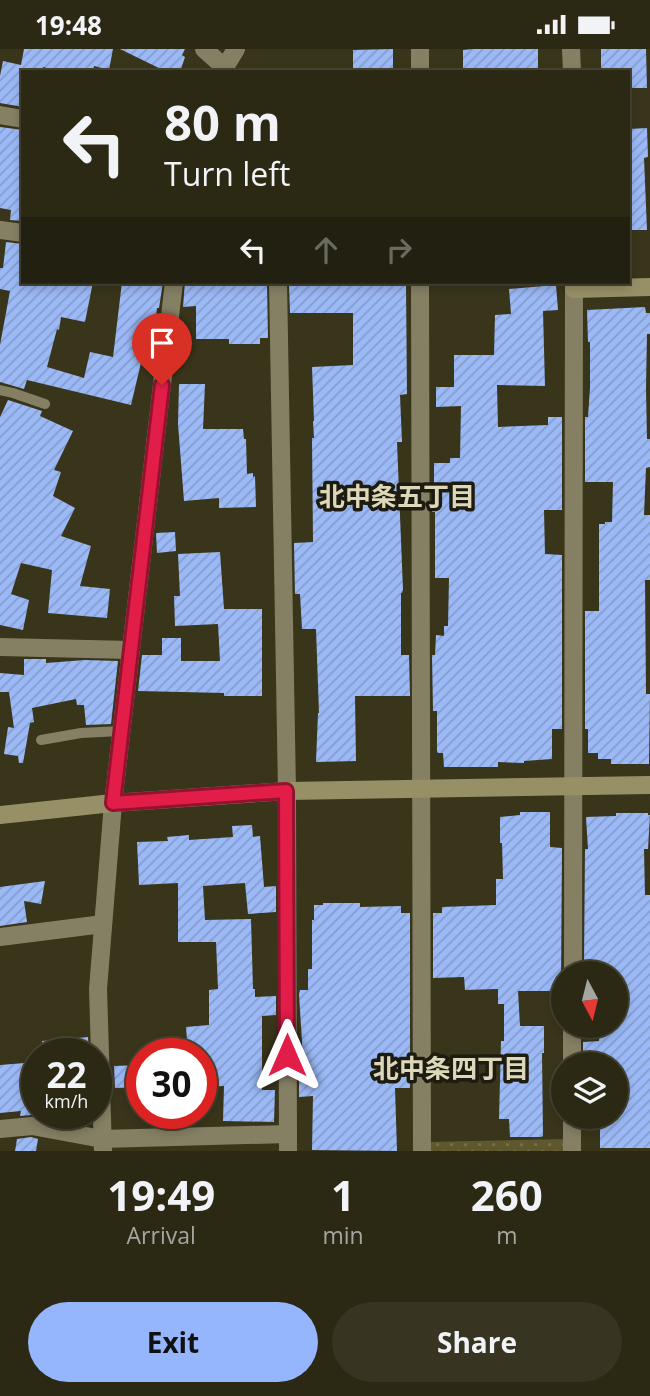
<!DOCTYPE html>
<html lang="en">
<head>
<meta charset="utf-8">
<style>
	body { margin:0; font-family:"Open Sans","Noto Sans JP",sans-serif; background:#373422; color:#f1f3f6; height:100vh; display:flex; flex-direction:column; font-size:26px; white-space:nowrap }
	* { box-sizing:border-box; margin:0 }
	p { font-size:23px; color:#a6a6a0 }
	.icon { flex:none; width:38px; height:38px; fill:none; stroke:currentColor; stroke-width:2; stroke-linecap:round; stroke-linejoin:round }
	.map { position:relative; height:1102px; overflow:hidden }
	.sheet { display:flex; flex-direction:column; background:#2b2814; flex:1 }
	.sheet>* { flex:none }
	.banner { position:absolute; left:21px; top:21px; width:609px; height:214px; border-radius:0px; box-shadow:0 4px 10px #0003,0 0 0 2px #474434; background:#2b2814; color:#f1f3f6; overflow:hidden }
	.needle { width:46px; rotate:173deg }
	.fabs { position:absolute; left:551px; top:912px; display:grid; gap:14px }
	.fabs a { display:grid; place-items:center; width:77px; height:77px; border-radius:50%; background:#2b2814; box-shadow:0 4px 10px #0003,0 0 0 2px #474434; font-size:35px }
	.speed { position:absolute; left:21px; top:989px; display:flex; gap:14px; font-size:35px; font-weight:700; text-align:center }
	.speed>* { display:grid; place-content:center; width:91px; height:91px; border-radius:50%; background:#2b2814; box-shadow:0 4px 10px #0003,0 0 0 2px #474434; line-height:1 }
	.speed small { font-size:18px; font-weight:400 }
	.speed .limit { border:10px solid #d22; background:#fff; color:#111 }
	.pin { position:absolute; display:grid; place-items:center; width:60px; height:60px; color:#fff; margin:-72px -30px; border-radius:50% 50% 50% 0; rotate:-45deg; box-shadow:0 0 7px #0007 }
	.pin .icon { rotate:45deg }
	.me { position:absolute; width:77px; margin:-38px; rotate:0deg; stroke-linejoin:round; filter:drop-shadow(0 0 5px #0008) }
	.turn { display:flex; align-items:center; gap:24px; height:147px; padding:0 28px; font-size:32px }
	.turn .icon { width:91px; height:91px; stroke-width:2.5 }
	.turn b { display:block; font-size:49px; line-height:60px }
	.lanes { display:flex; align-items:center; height:66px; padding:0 28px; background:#0003; justify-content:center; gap:35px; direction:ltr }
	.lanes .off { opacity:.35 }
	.eta { display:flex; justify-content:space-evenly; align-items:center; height:119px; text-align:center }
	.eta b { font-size:42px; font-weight:700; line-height:49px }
	.cta { display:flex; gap:14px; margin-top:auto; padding:14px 28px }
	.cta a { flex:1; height:80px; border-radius:42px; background:#95b6fd; color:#111; font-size:28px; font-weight:700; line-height:80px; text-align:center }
	.cta a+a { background:#373422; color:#f1f3f6 }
	.status { display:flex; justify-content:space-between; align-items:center; height:49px; padding:0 35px; background:#2b2814; direction:ltr }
	.status svg { height:19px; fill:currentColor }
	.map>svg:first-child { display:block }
	.park { fill:url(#park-dots) }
	.building { fill:url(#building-hatch) }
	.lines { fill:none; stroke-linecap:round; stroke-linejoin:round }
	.lane { stroke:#858064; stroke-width:10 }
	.street { stroke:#858064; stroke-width:18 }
	.secondary { stroke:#979067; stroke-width:18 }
	.route-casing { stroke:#92132f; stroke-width:18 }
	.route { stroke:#e11d48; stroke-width:12 }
	.labels { text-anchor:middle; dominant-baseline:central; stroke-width:7; stroke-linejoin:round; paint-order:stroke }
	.neighbourhood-label { font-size:26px; font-weight:bold; fill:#ddd8b9; stroke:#1e1c11 }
</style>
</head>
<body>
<div class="status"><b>19:48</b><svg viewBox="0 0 49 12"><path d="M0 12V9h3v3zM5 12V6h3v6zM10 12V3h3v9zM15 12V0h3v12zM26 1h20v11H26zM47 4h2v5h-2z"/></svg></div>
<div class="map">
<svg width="650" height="1102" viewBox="0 0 650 1102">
	<defs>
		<pattern id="park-dots" width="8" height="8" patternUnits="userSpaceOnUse" patternTransform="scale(1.75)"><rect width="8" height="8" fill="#5f582f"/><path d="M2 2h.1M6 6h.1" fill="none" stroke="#76704d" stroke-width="1.8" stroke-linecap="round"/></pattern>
		<pattern id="building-hatch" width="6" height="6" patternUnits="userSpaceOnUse" patternTransform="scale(1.75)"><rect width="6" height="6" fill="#9bb9f7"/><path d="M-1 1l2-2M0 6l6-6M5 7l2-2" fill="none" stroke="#869dca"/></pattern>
	</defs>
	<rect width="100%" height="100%" fill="#39351b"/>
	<!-- park -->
	<polygon class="park" points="565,1090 564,1102 427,1102 426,1093"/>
	<!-- building -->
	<g class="building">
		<polygon points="24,0 113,0 109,21 94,17 93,23 62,23 43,18 42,23 23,23 23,58 0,54 0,27 3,12 21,16"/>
		<polygon points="120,0 185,0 182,6 185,8 180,23 167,23"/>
		<polygon points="393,0 393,23 353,23 353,1"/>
		<polygon points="473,0 538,0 538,23 463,23 463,1"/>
		<polygon points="601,0 646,0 647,39 628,39 628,23 601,23"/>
		<polygon points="0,78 23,81 23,172 10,171 11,161 0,159"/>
		<polygon points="647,79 648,108 644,109 647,181 628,181 628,80"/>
		<polygon points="6,193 23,195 23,233 93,233 85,273 61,268 59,281 57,280 47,318 84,329 90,303 113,308 122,233 163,233 159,259 157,259 153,298 145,297 131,356 27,331 24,340 0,333 0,296 10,242 0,240 0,219 3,219"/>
		<polygon points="185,233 267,234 268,289 260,289 260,295 229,295 229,290 196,290 196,257 183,258"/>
		<polygon points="406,235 407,345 400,346 402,393 397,393 403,541 402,544 401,544 401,606 409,606 410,647 355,647 356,712 316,713 318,664 319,664 316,580 302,580 300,545 295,545 294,494 313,493 312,389 314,389 313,372 314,372 312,318 353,316 353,264 290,264 289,236"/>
		<polygon points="556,236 558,261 543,262 545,337 497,336 498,378 548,376 548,368 562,368 562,461 544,461 545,505 562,506 562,680 552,680 552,710 524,712 524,714 498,713 498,718 444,718 443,704 438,704 437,702 437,662 433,662 432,606 435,606 436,586 444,587 444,577 448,577 449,529 435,529 435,463 432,463 432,440 434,440 434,414 450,414 450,409 460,409 461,357 436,358 436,338 454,338 454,306 494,306 495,266 511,265 509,240"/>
		<polygon points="645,258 646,264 650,264 650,285 647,285 646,339 647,390 650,390 650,418 646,419 644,466 650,466 650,531 645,531 646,645 650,645 649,715 611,715 611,710 598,710 598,704 588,704 588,680 585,680 585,562 599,562 599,475 605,475 605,473 612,473 613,433 585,433 585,368 588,368 590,339 590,293 588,293 587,261"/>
		<polygon points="179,335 205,335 203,380 243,380 244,390 246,390 247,425 253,424 253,428 255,427 256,458 219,459 219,449 184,452 178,375"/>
		<polygon points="8,351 42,362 40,367 73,382 54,421 61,423 53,447 75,459 61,487 91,497 80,537 110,540 107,569 48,564 52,521 21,514 11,545 29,551 23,581 0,576 0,368"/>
		<polygon points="175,483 176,502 157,504 156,484"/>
		<polygon points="220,503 224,560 262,560 262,647 224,647 224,644 138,642 142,606 162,606 162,589 181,589 181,612 220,612 218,575 175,577 174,547 180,547 178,505"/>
		<polygon points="24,610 46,610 46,614 85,611 118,612 111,675 86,676 84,656 77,656 76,650 32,659 34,673 30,674 23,714 19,714 18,707 4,705 8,678 14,679 9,643 0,643 0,624 24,626"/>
		<polygon points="520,763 550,763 550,798 562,799 561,938 553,938 553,942 518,942 520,977 544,977 544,1004 542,1004 543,1087 541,1088 510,1088 509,1070 499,1070 501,992 504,992 504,955 498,955 498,940 465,941 464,928 433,929 433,864 442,864 442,858 496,856 496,830 503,830 502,794 500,794 500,768 520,766"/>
		<polygon points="616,764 648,764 648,766 650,766 648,800 644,800 645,846 650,846 650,1099 600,1099 600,1068 616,1068 616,1015 611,1015 611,1011 583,1011 583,993 599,992 600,976 616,976 616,924 603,924 603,915 584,915 585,800 588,800 586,768 616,767"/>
		<polygon points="252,776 253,788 260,787 264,838 276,837 276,863 248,865 245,834 203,837 205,871 251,870 253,940 255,940 255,948 276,947 276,966 262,967 262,1041 275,1041 274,1073 223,1072 224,1037 201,1038 201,1004 188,1004 186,978 209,976 209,941 218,940 216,893 178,893 178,834 139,836 137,793 168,792 167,788 189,786 189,791 233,788 232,777"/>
		<polygon points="45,832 41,855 24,852 27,873 0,877 0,838"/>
		<polygon points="323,854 360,854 360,858 401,857 401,864 410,864 410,1039 395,1039 397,1102 312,1101 313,1047 299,1048 299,1025 304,1025 299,945 300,941 308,941 308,920 312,920 312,871 314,871 314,856 323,856"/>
		<polygon points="88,988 89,1004 43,1004 42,992"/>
		<polygon points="37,1013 37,1064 42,1064 42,1067 31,1066 20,1067 21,1062 0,1064 0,1016"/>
		<polygon points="142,1016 142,1038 115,1039 114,1017"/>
		<polygon points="31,1088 38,1090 36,1102 15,1102 17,1090"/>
	</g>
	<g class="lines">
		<!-- lane -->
		<g class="lane">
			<polyline points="0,341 13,344 45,355"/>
			<polyline points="41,691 81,684 121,682"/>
		</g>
		<!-- street -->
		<g class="street">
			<polyline points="204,0 224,18"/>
			<polyline points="420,0 420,23"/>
			<polyline points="571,0 572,23"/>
			<polyline points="222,23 236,0"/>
			<polyline points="0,66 23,70"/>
			<polyline points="0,181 23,184"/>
			<polyline points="278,233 287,742 288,1102"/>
			<polyline points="420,233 422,1102"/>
			<polyline points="0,598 131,601"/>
			<polyline points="0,888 103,875"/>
			<polyline points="573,924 574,233"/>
			<polyline points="572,1015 572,976"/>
			<polyline points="0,1080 32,1077 102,1090 288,1085"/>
			<polyline points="103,1102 98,940 113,754 174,233"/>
			<polyline points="572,1102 572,1068"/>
		</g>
		<!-- secondary -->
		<g class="secondary">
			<polyline points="574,240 650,238"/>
			<polyline points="0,766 113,754 287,742 650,736"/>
		</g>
	</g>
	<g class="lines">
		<defs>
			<polyline id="route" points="162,336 113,754 286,742 287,1006"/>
		</defs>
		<!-- route casing -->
		<use href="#route" class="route-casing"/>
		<!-- route -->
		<use href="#route" class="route"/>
	</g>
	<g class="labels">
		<!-- neighbourhood labels -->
		<g class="neighbourhood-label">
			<text x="397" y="447">北中条五丁目</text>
			<text x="451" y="1019">北中条四丁目</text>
		</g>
	</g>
</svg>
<div class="fabs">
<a><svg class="needle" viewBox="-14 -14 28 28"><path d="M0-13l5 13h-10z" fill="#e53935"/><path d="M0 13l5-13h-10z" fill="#a6a6a0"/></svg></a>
<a><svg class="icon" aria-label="layers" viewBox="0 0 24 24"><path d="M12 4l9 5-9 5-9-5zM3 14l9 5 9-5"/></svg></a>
</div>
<div class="speed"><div>22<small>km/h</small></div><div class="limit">30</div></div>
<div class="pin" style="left:162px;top:336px;background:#d93025"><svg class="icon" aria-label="arrive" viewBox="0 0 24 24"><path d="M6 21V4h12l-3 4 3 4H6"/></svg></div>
<svg class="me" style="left:287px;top:1006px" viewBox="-20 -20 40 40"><path d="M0-17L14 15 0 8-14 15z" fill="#e11d48" stroke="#fff" stroke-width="4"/></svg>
<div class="banner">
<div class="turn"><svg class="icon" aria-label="left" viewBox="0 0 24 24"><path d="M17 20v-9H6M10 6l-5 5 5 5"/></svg><div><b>80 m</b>Turn left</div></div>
<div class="lanes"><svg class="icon" aria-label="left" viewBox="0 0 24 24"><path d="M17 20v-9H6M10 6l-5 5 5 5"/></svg><svg class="icon off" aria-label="ahead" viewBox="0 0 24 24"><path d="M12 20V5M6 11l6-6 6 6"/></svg><svg class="icon off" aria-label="right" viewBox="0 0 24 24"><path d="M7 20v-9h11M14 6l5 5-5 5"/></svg></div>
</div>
</div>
<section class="sheet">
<div class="eta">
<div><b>19:49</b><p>Arrival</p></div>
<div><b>1</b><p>min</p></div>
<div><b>260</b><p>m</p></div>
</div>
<div class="cta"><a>Exit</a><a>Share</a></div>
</section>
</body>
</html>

■ ■ ■ ■ ■ ■ ■

### What this task involves
Return each line among the entries that holds the word "fabs".

### Task output
	.fabs { position:absolute; left:551px; top:912px; display:grid; gap:14px }
	.fabs a { display:grid; place-items:center; width:77px; height:77px; border-radius:50%; background:#2b2814; box-shadow:0 4px 10px #0003,0 0 0 2px #474434; font-size:35px }
<div class="fabs">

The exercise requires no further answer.